Technology has improved motorcycle safety significantly in recent years. Features like anti-lock braking (ABS), electronic throttles, and adaptive headlights can decrease deadly crashes and increase pedestrian safety. But motorcyclists are still “overrepresented in fatal traffic crashes,” according to the National Highway Traffic Safety Administration (NHTSA). New motorcycle technology that has increased safety is a mix of familiar automotive features adapted for two wheels and motorcycle innovations to make motorcycles safer and easier to ride. Here are six things helping to make motorcycles safer.
New motorcycle technology and safety features
1. Anti-lock braking
Highway Loss Data Institute (HLDI) data indicates that anti-lock braking systems (ABS) are among the most effective motorcycle safety features available on modern bikes. Even better, all kinds of riders benefit from ABS. “Riders whom we would consider high-risk based on their driving benefit from ABS about the same as low-risk ones,” said HLDI Vice President Matt Moore. While ABS technology for motorcycles has been around since the late 1980s, it still isn’t standard on all bikes. But the Insurance Institute for Highway Safety has been pushing to make it mandatory equipment.

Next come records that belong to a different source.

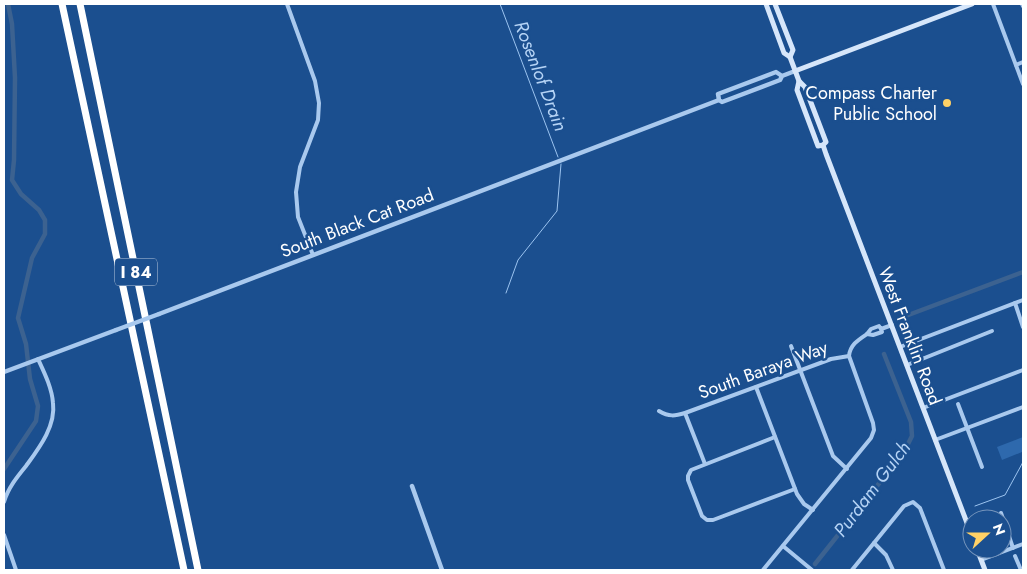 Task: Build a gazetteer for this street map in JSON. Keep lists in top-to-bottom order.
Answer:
{
  "streets": {
    "highway": ["I 84"],
    "main road": ["West Franklin Road"],
    "street": ["South Black Cat Road", "South Baraya Way"]
  },
  "crossings": [
    ["South Black Cat Road", "West Franklin Road"],
    ["West Franklin Road", "South Baraya Way"]
  ],
  "water": ["Rosenlof Drain", "Purdam Gulch"],
  "places": ["Compass Charter Public School"],
  "north": "right"
} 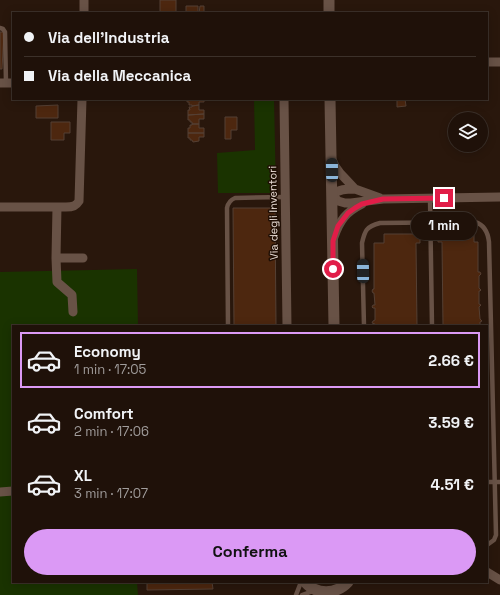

2. Electronic throttles and cruise control
Throttle locks, which hold the throttle in a fixed position, were a mechanical solution for hand fatigue on long rides. Electronic throttles (sometimes called “throttle by wire”) are a motorcycle innovation that makes it possible to use electronic cruise control on motorcycles, allowing riders to set and maintain a fixed speed with the push of a button. Electronic throttles also enable bikes to carry more responsive traction control systems, which can be especially helpful when riding a motorcycle in rain, riding a motorcycle in the snow and other bad weather.
Further innovations in motorcycle technology hope to one day combine electronic throttle with ABS and other sensor systems to make riding safer.
3. Advanced assistance systems
Radar-based rider assistance systems are now in production by several motorcycle manufacturers. These modern smart assistance systems can support a host of advanced motorcycle safety features. These include lane change assist, adaptive cruise control (automatically moderating speed to maintain safe following distances), collision warning, and even braking assistance, which is more difficult to implement for motorcycles than for cars. Modern motorcycle radar technology also enables assistance technology to detect potential dangers at distances greater than the length of a football field.
4. Vehicle-to-vehicle communication
In addition to radar systems that let a motorcycle sense obstacles and other vehicles on the road, vehicle-to-vehicle (V2V) systems allow vehicles to communicate directly, helping the vehicles alert riders and avoid crashes. According to the NHTSA, V2V can improve the performance of other safety systems and could be used in all kinds of vehicles, from buses to motorcycles or even bicycles.
5. Adaptive headlights
Corners are already one of the more dangerous scenarios for motorcyclists. Historically, turning in the dark was even more dangerous because it was difficult to illuminate the road surface ahead of the motorcyclist in a curve. New motorcycle technology, also borrowed from cars, allows for headlights with turning beams or secondary lights that activate when the bike corners to provide better visibility. Some adaptive headlights for motorcycles even account for the bike’s lean angle.
6. Airbag jackets and smart gear
Adequate motorcycle protective gear has always been a must for bikers, but advances in motorcycle safety devices have created smart clothing to help riders stay safe. Common examples include helmets with heads-up displays to help you keep your eyes on the road and smart gloves that hold the rider’s medical information in case of a crash or contain additional turn signals for better visibility.
Airbag jackets inflate like a car’s airbag when they sense a crash. According to a study presented through the International Research Council on the Biomechanics of Injury, these jackets provide a “level of protection [that] can be considered as important” at lower speeds.